Exercise: Reproduce precisely the lines of the listing below, starting with the line that contains "display:block; font-size:22px; white-space:nowrap" and stopping after the line that contains "display:flex; gap:12px; padding:18px"; include nothing else.

Task input:
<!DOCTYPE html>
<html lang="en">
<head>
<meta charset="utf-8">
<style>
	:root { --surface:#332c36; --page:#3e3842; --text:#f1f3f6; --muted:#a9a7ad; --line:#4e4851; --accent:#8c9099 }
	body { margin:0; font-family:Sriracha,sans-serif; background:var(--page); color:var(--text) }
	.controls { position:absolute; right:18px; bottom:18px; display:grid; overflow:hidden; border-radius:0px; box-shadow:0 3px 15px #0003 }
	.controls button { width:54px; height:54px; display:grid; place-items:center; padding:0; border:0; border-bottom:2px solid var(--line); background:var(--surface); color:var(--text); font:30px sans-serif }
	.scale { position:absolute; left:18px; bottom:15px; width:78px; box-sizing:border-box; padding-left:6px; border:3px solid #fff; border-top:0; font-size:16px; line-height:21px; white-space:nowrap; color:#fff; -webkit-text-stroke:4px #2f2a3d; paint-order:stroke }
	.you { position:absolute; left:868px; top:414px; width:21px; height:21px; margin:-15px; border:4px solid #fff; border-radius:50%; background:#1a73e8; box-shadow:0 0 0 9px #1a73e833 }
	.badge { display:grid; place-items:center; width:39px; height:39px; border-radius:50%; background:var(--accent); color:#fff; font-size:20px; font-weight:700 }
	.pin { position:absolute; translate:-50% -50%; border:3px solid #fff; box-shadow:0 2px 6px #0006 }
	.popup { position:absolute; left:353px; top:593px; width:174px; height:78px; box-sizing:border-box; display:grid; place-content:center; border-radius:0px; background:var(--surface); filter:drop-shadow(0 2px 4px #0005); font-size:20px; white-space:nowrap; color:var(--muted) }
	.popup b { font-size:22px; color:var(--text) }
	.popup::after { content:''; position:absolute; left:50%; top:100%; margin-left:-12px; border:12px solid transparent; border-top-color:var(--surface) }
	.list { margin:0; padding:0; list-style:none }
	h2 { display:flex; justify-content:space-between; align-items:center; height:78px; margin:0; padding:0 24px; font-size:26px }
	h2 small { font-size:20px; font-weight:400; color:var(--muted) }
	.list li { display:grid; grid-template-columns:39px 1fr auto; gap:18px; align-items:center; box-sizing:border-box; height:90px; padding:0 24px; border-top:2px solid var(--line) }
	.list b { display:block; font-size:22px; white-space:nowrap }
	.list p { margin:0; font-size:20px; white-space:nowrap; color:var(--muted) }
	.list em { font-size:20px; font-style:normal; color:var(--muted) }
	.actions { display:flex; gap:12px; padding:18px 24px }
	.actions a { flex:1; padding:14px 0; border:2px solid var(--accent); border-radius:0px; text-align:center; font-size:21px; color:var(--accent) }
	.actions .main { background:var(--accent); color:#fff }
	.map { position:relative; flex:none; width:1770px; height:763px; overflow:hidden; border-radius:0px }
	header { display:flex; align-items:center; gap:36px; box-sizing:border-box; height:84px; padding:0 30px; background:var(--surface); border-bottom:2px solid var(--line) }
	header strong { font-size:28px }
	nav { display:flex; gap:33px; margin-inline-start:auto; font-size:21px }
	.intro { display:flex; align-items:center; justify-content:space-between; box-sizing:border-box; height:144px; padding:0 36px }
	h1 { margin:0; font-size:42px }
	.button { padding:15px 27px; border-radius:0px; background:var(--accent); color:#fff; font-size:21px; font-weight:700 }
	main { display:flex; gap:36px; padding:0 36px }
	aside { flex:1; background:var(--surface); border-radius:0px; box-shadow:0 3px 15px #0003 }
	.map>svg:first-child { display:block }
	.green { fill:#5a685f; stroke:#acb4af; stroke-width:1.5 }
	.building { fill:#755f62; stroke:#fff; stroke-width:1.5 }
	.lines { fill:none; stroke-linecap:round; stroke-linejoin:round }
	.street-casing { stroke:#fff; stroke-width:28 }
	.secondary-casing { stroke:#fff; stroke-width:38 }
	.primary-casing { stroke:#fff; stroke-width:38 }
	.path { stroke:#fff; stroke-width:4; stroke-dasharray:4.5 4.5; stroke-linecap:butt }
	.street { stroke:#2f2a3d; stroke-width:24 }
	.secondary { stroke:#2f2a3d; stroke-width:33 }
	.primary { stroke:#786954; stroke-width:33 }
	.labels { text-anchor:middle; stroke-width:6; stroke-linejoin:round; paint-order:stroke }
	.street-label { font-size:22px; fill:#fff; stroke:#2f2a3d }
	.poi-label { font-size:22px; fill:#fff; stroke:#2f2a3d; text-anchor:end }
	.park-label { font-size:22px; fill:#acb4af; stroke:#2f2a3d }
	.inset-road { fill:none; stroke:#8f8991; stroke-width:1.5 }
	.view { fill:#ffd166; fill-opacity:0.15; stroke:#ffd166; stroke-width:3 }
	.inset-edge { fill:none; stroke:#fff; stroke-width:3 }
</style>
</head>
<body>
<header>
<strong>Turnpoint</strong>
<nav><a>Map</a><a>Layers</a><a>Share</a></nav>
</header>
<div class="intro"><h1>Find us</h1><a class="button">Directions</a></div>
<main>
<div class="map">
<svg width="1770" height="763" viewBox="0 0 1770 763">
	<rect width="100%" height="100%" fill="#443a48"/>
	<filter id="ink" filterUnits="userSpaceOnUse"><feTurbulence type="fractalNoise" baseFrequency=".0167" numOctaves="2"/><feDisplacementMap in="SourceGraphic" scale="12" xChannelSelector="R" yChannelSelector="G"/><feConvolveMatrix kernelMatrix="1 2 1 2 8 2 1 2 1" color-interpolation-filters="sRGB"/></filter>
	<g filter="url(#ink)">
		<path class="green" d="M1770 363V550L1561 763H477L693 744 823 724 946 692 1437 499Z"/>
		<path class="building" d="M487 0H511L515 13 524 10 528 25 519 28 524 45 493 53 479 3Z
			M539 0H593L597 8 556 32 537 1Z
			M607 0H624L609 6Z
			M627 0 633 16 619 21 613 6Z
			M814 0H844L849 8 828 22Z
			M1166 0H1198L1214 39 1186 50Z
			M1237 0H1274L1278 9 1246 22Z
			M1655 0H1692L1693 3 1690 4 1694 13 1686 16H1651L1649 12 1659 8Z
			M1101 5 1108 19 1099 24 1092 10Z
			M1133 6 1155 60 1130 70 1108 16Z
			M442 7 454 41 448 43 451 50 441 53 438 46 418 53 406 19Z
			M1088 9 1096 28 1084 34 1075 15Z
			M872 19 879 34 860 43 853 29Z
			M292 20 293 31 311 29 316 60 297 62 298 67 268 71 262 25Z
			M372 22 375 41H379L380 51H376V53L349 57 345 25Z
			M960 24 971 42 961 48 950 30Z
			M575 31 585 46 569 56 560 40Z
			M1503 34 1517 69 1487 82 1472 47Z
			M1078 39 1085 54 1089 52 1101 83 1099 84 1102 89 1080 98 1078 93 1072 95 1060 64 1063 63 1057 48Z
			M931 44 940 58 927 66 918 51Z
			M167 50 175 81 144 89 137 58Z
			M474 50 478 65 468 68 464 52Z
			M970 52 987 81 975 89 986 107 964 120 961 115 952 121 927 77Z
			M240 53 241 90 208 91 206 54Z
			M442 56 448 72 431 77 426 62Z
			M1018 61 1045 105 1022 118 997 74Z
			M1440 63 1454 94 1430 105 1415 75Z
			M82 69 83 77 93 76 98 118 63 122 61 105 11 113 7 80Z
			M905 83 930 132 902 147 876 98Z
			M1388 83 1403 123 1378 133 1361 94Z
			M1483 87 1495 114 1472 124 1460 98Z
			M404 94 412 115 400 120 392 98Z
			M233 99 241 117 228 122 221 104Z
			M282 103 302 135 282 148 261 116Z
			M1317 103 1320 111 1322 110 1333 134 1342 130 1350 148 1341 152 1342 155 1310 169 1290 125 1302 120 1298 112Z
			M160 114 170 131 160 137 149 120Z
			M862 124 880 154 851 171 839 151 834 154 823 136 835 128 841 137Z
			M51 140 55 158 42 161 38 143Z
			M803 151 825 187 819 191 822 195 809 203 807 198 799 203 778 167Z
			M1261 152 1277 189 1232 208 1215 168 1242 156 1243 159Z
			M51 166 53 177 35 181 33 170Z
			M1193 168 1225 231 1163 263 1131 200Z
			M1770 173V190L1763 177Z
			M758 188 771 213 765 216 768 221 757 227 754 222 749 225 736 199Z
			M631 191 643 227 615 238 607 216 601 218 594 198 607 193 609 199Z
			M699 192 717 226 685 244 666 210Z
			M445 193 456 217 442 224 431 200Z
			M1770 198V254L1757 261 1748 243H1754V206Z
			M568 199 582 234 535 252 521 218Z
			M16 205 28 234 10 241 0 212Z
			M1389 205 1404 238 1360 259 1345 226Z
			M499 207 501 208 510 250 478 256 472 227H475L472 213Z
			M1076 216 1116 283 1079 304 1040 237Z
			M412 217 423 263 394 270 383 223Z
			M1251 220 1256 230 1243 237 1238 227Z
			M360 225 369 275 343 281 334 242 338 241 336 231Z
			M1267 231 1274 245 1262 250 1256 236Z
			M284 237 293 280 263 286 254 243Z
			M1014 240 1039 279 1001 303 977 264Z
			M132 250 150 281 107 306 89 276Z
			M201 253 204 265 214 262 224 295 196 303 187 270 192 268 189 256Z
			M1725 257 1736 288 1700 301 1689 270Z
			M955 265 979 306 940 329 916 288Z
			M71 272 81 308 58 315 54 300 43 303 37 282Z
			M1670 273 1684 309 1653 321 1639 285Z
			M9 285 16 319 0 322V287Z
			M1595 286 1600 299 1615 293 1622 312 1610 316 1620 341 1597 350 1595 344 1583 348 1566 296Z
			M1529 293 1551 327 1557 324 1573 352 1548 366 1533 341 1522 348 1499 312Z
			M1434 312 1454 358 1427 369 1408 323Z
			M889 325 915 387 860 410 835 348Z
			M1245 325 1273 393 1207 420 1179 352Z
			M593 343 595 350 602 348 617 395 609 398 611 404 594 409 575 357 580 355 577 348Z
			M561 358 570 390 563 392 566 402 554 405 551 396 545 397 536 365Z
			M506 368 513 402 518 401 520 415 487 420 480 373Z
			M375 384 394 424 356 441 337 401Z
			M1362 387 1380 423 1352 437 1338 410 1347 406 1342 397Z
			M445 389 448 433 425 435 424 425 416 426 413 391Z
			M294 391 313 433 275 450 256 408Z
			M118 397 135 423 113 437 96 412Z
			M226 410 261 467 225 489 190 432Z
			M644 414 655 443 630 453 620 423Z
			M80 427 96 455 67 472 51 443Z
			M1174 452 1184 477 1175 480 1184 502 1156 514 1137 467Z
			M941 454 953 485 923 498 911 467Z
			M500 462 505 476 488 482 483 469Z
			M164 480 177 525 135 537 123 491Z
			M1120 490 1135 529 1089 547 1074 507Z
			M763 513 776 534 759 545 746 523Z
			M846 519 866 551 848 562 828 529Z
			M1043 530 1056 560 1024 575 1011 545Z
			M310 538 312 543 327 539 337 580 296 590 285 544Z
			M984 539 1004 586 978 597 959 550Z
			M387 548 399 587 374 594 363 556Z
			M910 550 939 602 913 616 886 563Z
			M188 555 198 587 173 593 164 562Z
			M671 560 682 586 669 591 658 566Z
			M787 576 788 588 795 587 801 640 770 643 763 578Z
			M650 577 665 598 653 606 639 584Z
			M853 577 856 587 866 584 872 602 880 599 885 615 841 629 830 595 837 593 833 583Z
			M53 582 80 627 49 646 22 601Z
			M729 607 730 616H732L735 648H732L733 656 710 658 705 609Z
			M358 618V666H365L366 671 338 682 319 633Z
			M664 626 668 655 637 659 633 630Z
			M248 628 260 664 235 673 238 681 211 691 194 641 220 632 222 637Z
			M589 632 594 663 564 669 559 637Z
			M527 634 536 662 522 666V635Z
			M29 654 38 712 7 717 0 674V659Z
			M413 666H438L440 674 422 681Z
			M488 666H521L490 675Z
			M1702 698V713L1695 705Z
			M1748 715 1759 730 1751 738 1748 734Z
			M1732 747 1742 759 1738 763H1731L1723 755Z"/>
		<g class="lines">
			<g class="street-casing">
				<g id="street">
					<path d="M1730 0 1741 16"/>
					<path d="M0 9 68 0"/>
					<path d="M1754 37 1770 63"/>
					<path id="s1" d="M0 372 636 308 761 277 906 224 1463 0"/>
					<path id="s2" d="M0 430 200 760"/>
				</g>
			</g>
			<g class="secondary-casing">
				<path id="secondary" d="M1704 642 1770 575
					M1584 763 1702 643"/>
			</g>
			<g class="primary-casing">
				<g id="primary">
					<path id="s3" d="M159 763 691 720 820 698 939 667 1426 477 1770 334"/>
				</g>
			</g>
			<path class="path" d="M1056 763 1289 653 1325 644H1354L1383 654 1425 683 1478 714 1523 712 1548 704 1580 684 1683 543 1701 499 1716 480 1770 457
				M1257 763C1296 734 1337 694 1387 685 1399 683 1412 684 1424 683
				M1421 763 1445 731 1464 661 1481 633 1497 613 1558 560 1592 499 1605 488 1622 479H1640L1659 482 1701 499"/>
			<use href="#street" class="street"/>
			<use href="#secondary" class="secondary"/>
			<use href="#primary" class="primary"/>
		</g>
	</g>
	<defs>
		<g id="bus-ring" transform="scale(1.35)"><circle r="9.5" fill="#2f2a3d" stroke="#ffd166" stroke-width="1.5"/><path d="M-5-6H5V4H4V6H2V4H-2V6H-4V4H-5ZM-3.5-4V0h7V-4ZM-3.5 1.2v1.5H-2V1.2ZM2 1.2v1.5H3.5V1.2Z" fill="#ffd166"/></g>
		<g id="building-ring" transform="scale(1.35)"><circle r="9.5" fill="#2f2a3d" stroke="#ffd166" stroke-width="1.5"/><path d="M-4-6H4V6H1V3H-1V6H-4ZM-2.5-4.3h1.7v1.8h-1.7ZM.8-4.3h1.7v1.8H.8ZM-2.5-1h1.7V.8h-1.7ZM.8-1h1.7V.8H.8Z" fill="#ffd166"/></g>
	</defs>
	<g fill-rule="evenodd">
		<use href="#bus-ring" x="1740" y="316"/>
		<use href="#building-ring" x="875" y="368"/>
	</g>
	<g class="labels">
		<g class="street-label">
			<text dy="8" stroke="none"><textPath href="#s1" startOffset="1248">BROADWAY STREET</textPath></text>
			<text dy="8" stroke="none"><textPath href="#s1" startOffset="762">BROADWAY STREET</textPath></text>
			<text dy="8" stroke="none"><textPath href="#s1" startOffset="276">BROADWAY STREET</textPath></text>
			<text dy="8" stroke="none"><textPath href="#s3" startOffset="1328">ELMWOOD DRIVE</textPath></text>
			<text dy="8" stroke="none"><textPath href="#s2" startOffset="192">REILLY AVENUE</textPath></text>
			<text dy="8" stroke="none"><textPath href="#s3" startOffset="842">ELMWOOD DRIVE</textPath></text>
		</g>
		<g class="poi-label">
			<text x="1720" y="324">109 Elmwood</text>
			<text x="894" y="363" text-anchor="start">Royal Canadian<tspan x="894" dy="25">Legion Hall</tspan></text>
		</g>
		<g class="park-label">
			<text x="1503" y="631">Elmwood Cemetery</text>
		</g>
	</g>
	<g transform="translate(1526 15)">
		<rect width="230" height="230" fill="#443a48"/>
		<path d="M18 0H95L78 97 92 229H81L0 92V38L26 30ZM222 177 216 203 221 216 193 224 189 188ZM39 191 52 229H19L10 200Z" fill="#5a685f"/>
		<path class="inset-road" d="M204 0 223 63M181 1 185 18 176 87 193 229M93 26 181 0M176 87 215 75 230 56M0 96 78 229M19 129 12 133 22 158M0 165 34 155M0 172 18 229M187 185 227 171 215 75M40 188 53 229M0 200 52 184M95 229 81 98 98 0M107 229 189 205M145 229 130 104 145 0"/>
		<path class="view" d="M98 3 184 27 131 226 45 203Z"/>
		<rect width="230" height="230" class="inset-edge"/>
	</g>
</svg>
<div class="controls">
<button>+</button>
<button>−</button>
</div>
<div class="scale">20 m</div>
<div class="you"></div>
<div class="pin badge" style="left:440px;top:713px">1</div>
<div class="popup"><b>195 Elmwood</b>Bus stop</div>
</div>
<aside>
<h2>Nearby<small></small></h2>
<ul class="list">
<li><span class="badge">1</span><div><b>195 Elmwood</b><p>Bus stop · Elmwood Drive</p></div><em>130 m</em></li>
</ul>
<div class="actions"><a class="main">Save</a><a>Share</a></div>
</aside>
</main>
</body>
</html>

Output for this exercise:
	.list b { display:block; font-size:22px; white-space:nowrap }
	.list p { margin:0; font-size:20px; white-space:nowrap; color:var(--muted) }
	.list em { font-size:20px; font-style:normal; color:var(--muted) }
	.actions { display:flex; gap:12px; padding:18px 24px }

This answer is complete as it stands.